What we’re doing at EkkoSense with data centre digital twins operates at the other end of the simulation spectrum for innovation. Whereas flight simulators or Olympic cycling simulation aims to be unbelievably accurate so that repeat training effectively becomes mind and muscle memory, we’re doing something else entirely.

Our focus has been on providing organisations with comprehensive grey space modelling and simulation across their full, end-to-end data centre infrastructure. We wanted to provide IT teams with a data centre digital twin approach that would extend beyond the white space, enabling them to respond to their AI infrastructure concerns by carrying out ‘what-if’ analysis queries, tracking the performance of their current capital investments, simulating extensions to existing capacity, or even planning entire new builds.

The target has been to rapidly simulate data centre change in response to AI deployment plans. The approach has been to draw on first principles maths and physics models so that businesses could create precise cooling, power and capacity simulations with accuracy levels running at 99% plus. However, we knew this kind of AI sandbox simulation couldn’t deliver if we dialled in too much detail.

While it would be possible to create data centre digital twins that simulated every single switch position, setpoint and power circuit, the models would have to be unbelievably sophisticated to get every detail exactly right. That’s why we’ve focused on creating an innovation tool for data centres – one that uniquely enables people to ask questions about rapidly evolving issues such as ultra-high density AI compute deployments, but that doesn’t overlook the associated heat transfer, thermodynamics, energy and cost components that need to underpin every decision.

The whole point of an innovation tool for data centres is to allow businesses to simulate change quickly, note the broad effects and results, and draw whatever conclusions they need to. Thanks to the accessibility of our EkkoSim data centre digital twin software, data centre teams can accurately analyse and predict the most suitable designs, map metered data against predictive models, and triage those data centre assets that would benefit most from configuration assessments. Critically, this new approach also equips customers with a rapid simulation capability that allows changes to their IT load so they can understand exactly how increased GenAI workloads might impact their infrastructure.

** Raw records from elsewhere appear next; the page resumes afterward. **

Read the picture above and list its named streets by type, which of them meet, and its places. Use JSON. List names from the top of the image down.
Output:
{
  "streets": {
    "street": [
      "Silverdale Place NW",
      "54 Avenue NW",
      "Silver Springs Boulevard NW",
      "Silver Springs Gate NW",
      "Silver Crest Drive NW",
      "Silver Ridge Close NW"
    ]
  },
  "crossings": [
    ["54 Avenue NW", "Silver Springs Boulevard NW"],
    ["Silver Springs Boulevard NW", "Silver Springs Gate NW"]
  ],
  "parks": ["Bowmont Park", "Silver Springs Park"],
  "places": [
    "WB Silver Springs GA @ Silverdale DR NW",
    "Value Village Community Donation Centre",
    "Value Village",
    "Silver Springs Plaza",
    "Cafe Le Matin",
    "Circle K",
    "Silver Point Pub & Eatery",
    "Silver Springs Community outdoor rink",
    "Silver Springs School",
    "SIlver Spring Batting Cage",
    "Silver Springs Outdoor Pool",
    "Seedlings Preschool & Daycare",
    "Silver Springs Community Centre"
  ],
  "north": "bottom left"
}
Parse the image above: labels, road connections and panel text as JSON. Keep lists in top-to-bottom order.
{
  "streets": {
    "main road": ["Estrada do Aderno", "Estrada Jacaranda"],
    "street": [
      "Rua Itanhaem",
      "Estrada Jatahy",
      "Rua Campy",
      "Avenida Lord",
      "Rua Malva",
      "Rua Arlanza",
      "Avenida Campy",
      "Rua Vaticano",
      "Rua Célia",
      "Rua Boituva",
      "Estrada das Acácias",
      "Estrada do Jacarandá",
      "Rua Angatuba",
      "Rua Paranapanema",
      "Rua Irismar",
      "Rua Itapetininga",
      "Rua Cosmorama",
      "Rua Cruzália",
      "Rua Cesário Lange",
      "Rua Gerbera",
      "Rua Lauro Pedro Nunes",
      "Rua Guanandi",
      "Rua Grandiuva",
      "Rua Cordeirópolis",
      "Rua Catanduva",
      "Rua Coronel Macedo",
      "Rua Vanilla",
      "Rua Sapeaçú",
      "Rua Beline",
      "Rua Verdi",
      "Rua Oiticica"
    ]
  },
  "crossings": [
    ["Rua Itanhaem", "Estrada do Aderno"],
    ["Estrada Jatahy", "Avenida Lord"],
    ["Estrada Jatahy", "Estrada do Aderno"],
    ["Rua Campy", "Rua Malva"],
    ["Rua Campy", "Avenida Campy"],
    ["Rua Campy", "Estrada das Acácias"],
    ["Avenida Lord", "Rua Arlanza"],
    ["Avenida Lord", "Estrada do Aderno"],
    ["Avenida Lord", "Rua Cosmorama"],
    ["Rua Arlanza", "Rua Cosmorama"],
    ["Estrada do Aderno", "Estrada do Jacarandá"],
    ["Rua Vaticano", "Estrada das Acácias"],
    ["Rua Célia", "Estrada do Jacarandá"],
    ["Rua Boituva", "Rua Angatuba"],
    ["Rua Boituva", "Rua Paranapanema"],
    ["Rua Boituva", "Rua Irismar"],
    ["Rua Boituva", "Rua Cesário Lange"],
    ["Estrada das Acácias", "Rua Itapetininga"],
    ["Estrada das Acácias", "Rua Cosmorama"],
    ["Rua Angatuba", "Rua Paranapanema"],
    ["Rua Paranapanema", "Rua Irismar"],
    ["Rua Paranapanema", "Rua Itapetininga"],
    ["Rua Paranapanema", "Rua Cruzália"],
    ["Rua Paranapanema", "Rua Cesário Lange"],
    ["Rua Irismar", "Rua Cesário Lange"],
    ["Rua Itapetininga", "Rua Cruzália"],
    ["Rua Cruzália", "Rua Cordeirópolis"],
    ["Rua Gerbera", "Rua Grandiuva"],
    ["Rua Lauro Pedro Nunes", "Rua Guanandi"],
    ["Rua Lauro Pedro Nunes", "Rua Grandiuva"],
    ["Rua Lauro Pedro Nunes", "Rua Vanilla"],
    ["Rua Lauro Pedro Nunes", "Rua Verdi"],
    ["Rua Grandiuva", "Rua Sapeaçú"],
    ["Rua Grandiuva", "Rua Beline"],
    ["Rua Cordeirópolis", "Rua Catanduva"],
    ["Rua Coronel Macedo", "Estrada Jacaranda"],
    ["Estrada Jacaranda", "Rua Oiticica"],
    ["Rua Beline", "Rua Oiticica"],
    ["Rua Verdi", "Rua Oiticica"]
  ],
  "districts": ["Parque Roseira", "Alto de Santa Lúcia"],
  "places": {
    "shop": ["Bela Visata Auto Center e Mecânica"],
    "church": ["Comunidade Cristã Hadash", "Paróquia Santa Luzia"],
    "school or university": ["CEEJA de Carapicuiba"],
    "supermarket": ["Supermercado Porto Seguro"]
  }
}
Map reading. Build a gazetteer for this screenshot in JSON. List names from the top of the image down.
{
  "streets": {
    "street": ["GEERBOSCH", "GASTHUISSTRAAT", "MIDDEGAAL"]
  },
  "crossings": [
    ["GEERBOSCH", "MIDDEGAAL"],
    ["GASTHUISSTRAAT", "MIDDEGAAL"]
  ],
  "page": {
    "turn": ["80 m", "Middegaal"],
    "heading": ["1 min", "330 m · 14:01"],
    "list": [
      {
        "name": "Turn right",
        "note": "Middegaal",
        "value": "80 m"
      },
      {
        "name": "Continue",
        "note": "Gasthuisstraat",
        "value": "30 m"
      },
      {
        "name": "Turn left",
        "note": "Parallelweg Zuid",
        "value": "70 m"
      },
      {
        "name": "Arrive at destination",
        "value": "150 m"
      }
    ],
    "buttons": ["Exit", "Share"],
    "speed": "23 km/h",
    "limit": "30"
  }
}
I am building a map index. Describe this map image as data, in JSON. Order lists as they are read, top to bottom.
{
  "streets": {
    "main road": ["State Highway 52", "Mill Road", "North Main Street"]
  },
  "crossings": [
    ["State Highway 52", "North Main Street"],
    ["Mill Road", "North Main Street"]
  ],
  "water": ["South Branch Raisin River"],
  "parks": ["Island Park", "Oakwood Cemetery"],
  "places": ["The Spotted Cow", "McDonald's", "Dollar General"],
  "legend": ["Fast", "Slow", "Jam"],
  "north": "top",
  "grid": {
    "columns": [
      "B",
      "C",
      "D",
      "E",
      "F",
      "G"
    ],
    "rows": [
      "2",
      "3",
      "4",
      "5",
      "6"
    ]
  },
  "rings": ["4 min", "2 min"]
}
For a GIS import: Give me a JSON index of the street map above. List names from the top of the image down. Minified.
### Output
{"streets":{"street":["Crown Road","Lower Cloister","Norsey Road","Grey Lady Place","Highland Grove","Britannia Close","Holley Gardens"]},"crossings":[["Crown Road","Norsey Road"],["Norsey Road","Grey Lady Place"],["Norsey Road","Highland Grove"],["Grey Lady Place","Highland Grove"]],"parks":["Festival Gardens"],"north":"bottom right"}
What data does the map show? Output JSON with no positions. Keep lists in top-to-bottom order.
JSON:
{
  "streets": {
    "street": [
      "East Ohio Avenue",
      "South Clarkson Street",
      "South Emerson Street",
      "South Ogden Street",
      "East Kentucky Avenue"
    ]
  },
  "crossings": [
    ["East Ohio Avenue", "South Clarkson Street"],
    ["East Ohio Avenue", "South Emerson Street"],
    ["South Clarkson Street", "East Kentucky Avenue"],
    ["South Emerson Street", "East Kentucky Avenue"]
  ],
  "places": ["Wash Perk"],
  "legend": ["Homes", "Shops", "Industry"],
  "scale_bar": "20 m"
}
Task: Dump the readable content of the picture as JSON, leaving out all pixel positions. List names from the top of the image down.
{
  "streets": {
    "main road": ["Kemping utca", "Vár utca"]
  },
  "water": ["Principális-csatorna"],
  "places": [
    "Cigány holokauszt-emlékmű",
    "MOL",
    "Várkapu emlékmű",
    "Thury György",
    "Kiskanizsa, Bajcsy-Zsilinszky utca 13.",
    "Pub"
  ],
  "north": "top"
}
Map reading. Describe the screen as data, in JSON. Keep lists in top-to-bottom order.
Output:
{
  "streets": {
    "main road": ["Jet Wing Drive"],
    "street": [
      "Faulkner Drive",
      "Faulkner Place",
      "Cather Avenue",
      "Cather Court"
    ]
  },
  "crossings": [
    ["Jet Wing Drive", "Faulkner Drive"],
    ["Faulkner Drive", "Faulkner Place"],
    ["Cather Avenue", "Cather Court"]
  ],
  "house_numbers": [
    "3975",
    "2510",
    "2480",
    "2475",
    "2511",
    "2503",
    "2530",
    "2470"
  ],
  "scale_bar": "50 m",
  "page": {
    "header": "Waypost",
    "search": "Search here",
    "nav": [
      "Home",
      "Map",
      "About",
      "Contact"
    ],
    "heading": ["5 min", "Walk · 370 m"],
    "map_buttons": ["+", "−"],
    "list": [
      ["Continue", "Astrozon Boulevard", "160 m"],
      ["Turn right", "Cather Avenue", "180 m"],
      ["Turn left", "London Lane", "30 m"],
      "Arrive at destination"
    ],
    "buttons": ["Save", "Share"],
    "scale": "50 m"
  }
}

The value of the data centre digital twin approach for innovation simulation is that it provides people with the visibility they need at one of the most pivotal points in data centre history. Of course, it’s still underpinned by really complex statistical mathematics and the power of EkkoSense’s 50-billion-point data lake – but that’s all hidden within the engineering. What CIOs and CFOs and data centre management get to see though, is whether it’s possible to take their infrastructure forward so that they can bring in the capacity needed to deliver AI computation at scale within their business timeframe. So, when they’re asked: ‘are we ready for that?’, they will – for the first time – be able to answer with confidence.